Stevie Wonder - Songs in the Key of Life
Quote:
Songs in the Key of Life was Stevie Wonder's longest, most ambitious collection of songs, a two-LP (plus accompanying EP) set that -- just as the title promised -- touched on nearly every issue under the sun, and did it all with ambitious (even for him), wide-ranging arrangements and some of the best performances of Wonder's career. The opening "Love's in Need of Love Today" and "Have a Talk With God" are curiously subdued, but Stevie soon kicks into gear with "Village Ghetto Land," a fierce exposé of ghetto neglect set to a satirical baroque synthesizer. Hot on its heels comes the torrid fusion jam "Contusion," a big, brassy hit tribute to the recently departed Duke Ellington in "Sir Duke," and (another hit, this one a Grammy winner as well) the bumping poem to his childhood, "I Wish." Though they didn't necessarily appear in order, Songs in the Key of Life contains nearly a full album on love and relationships, along with another full album on issues social and spiritual. Fans of the love album Talking Book can marvel that he sets the bar even higher here, with brilliant material like the tenderly cathartic and gloriously redemptive "Joy Inside My Tears," the two-part, smooth-and-rough "Ordinary Pain," the bitterly ironic "All Day Sucker," or another classic heartbreaker, "Summer Soft." Those inclined toward Stevie Wonder the social-issues artist had quite a few songs to focus on as well: "Black Man" was a Bicentennial school lesson on remembering the vastly different people who helped build America; "Pastime Paradise" examined the plight of those who live in the past and have little hope for the future; "Village Ghetto Land" brought listeners to a nightmare of urban wasteland; and "Saturn" found Stevie questioning his kinship with the rest of humanity and amusingly imagining paradise as a residency on a distant planet. If all this sounds overwhelming, it is; Stevie Wonder had talent to spare during the mid-'70s, and instead of letting the reserve trickle out during the rest of the decade, he let it all go with one massive burst.


Bob Dylan - Desire
Quote:
If Blood on the Tracks was an unapologetically intimate affair, Desire is unwieldy and messy, the deliberate work of a collective. And while Bob Dylan directly addresses his crumbling relationship with his wife, Sara, on the final track, Desire is hardly as personal as its predecessor, finding Dylan returning to topical songwriting and folk tales for the core of the record. It's all over the map, as far as songwriting goes, and so is it musically, capturing Dylan at the beginning of the Rolling Thunder Revue era, which was more notable for its chaos than its music. And, so it's only fitting that Desire fits that description as well, as it careens between surging folk-rock, Mideastern dirges, skipping pop, and epic narratives. It's little surprise that Desire doesn't quite gel, yet it retains its own character -- really, there's no other place where Dylan tried as many different styles, as many weird detours, as he does here. And, there's something to be said for its rambling, sprawling character, which has a charm of its own. Even so, the record would have been assisted by a more consistent set of songs; there are some masterpieces here, though: "Hurricane" is the best-known, but the effervescent "Mozambique" is Dylan at his breeziest, "Sara" at his most nakedly emotional, and "Isis" is one of his very best songs of the '70s, a hypnotic, contemporized spin on a classic fable. This may not add up to a masterpiece, but it does result in one of his most fascinating records of the '70s and '80s -- more intriguing, lyrically and musically, than most of his latter-day affairs.

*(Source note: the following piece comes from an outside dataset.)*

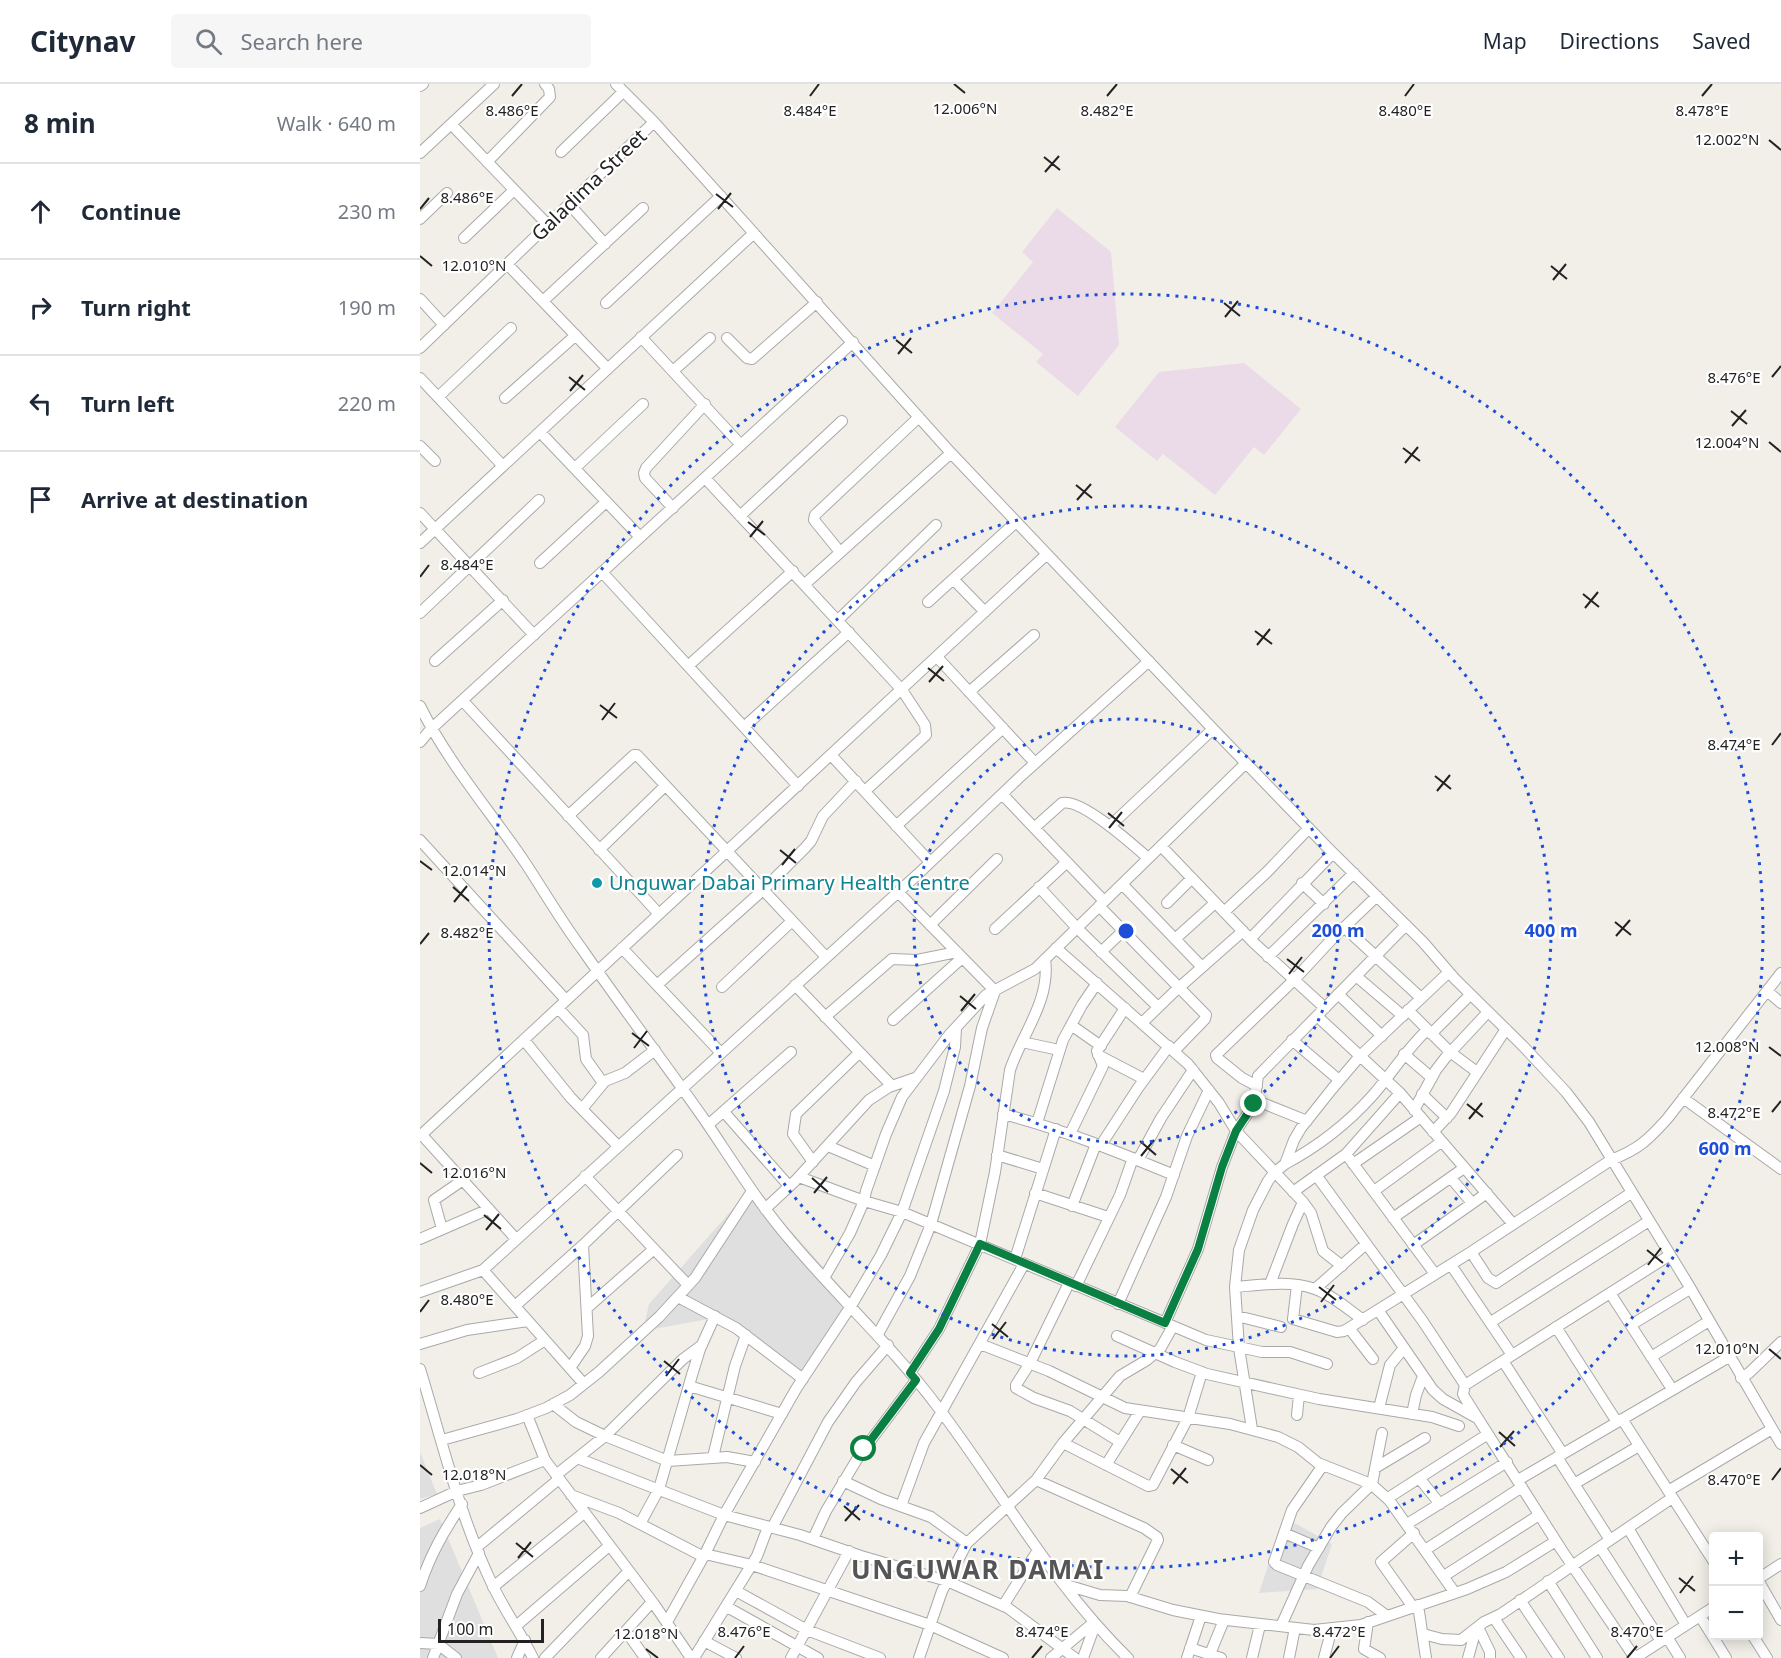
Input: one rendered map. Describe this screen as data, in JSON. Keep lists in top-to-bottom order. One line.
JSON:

Lee "Scratch" Perry and the Upsetters - Super Ape
Quote:
By 1976, Lee "Scratch" Perry was well established at his Black Ark studio, a fact proven by the quality of the creations emerging from its walls. The success of Max Romeo's "War in a Babylon" brought a deal with Island Records and the possibility of greater financial rewards. The single was followed by a full-length album of the same name as well as deejay Jah Lion's Columbia Colly LP. Riding this crest of productivity, Scratch then turned to a creation of his own. Super Ape offered a series of the producer's finest 1976 rhythms, from Devon Irons' "When Jah Come" and the Blue Bells' "Come Along" to Romeo's "War in a Babylon" and "Chase the Devil." All are bathed in the distinct, murky atmosphere that was becoming a Black Ark trademark, then served up in the form of dub-like de-constructions. Island's U.K./U.S. sequencing of Super Ape places "Dread Lion" at the album's heart. If any track fulfills the cover's promise to "Dub it up, blacker than dread", this is it. Vocals from numerous cuts seem to compete for their spot on the rhythm, while a dizzying mix of horns, flute and melodica swirl around them. Punctuating the song's rock-solid underbelly, Perry conjures startling thunderclaps from his mixing board. Other Super Ape heavyweights include "Croaking Lizard" and "Zion's Blood": thick muscular constructs from the Upsetter session team. The former features an excellent Prince Jazzbo toast over the "Chase the Devil" rhythm, while the latter, a cut of "When Jah Come," draws its elusive meaning from vocal phrases courtesy of Heptones Earl Morgan and Barry Llewellyn. Super Ape is a dubwise, alternate universe to Perry's Black Ark vocal hits. It awaits anyone willing to heed it's closing call: "This is the ape-man, trodding through creation, are you ready to step with I man?".


Back to top
 Profile  
 
 Post subject:
PostPosted: Thu Dec 15, 2005 11:35 am 
Offline
TEH MACHINE
User avatar

Joined: Mon Oct 25, 2004 3:28 pm
Posts: 16684
Location: Jiggin' for Yanks
No question here. The Ramones all the way.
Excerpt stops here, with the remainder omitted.